Bacelona dawned this Sunday with a peculiar artistic-Christmas spectacle : hundreds of miniature sheep, barely five centimeters, have been installed in the streets of the old town. They are on railings, walls, cornice and benches, forming a “disoriented flock” in search of the traditional manger of the Plaza de Sant Jaume, which this year has been replaced by a large luminous star.

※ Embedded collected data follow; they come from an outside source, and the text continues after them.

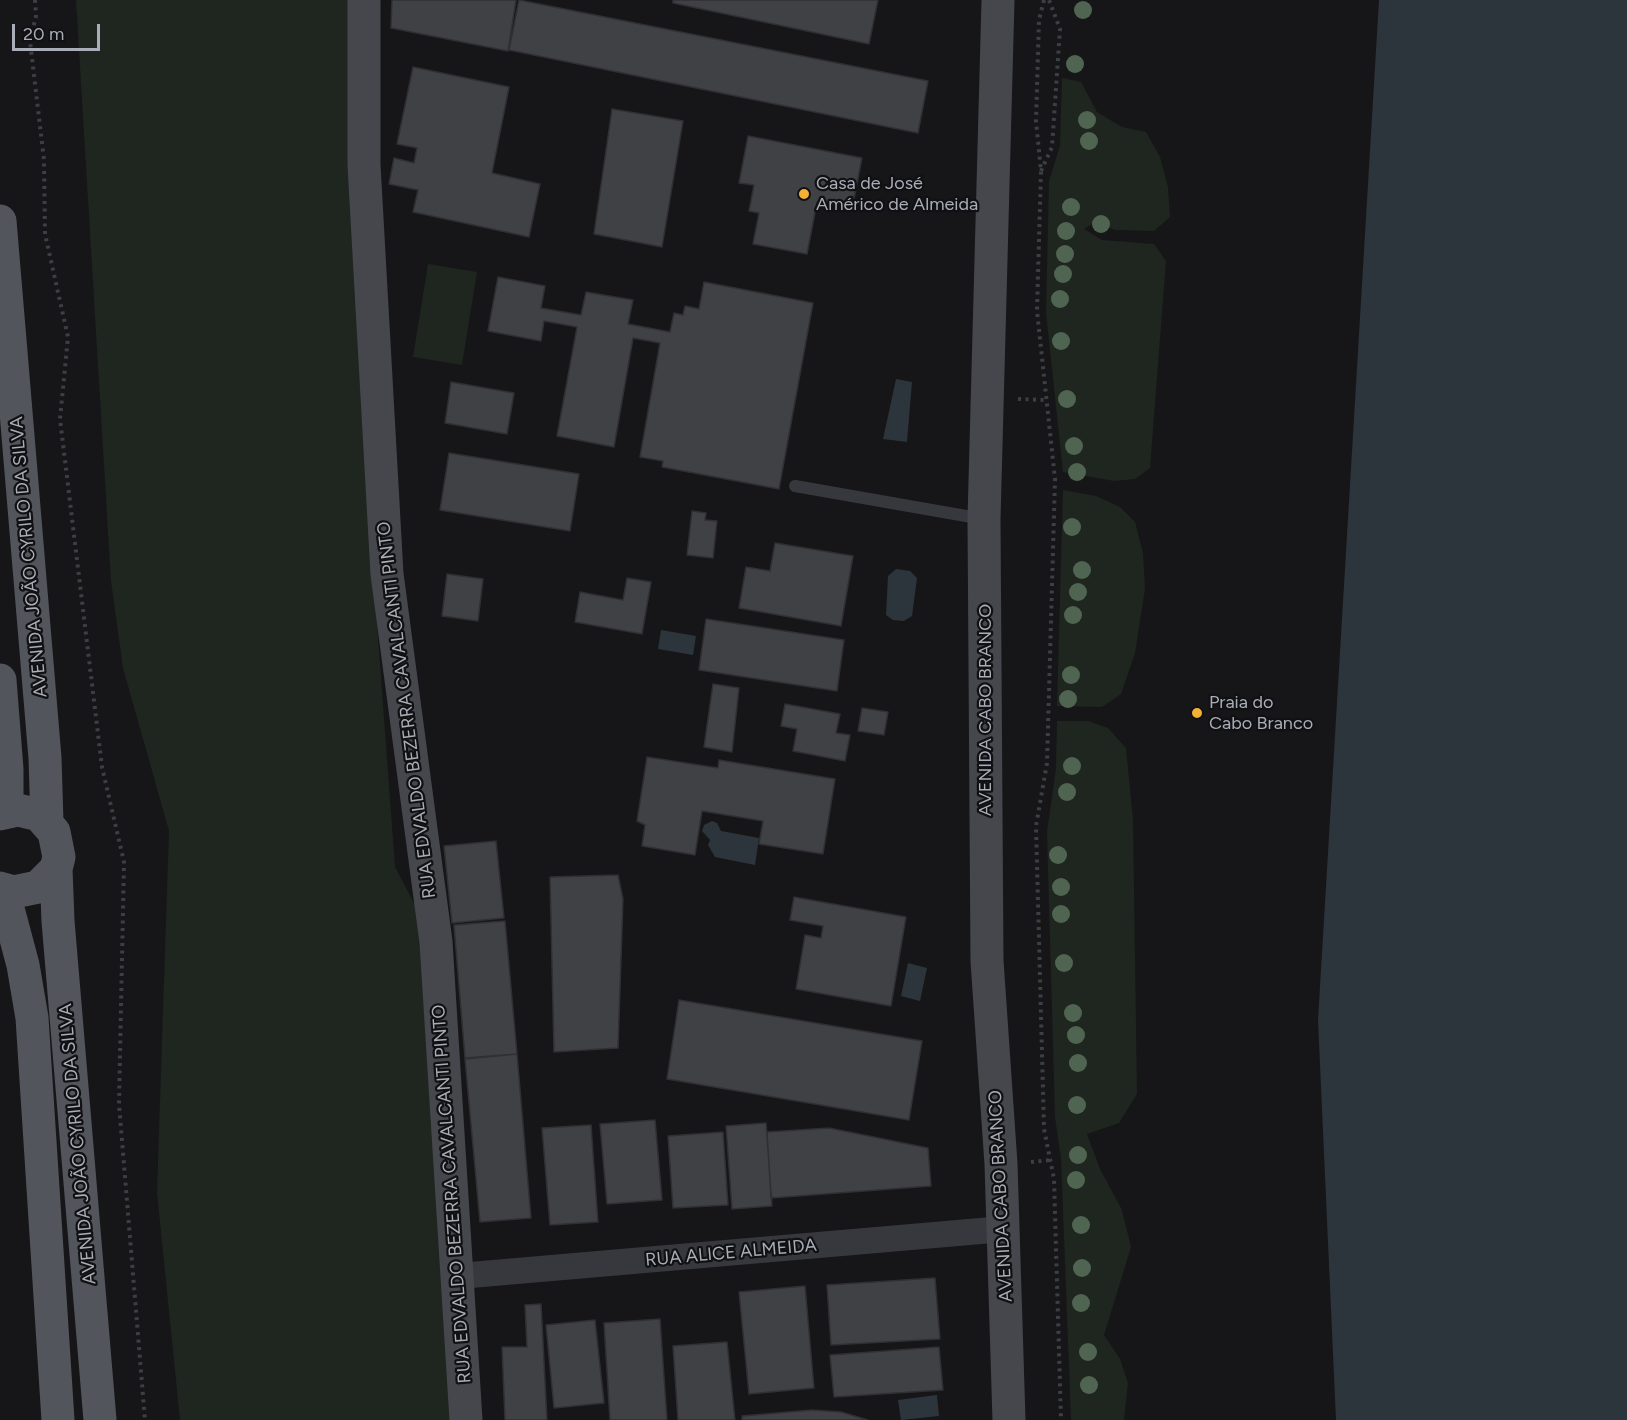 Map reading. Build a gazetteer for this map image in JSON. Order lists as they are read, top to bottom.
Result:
{
  "streets": {
    "main road": ["AVENIDA JOÃO CYRILO DA SILVA", "RUA EDVALDO BEZERRA CAVALCANTI PINTO", "AVENIDA CABO BRANCO"],
    "street": ["RUA ALICE ALMEIDA"]
  },
  "crossings": [
    ["RUA EDVALDO BEZERRA CAVALCANTI PINTO", "RUA ALICE ALMEIDA"],
    ["AVENIDA CABO BRANCO", "RUA ALICE ALMEIDA"]
  ],
  "places": ["Casa de José Américo de Almeida", "Praia do Cabo Branco"],
  "scale_bar": "20 m"
}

This alternative “manger” is a new intervention by Joan Juncosa, an urban artist who uses public space as a canvas for his claims. According to the artist, this project was born, in opposition to the non-pesebre of Plaça Sant Jaume, “to reflect on whether in a city that is increasingly depersonalized and globalized, it makes sense to get rid of our traditions”.
For the artist, the manger in Sant Jaume represented a unique space of encounter between the religious and the secular, and with this flock he wants to give back to the people “the feeling of having their manger in the street”.
It is not the first installation of the artist and architect, whose vindicative works always have a nostalgic tone. In the past he filled the streets with colorful urinals to criticize the abandonment of public space, symbolically restored the modernist benches of Passeig de Gràcia and decorated the city with pop-up tiles that went viral on social networks. His works have even reached as far away as San Francisco, Jordan and Hong Kong.
The flock of sheep will remain in the streets until the end of the holidays, offering one more Christmas entertainment to the crowded streets of Ciutat Vella during this festive season.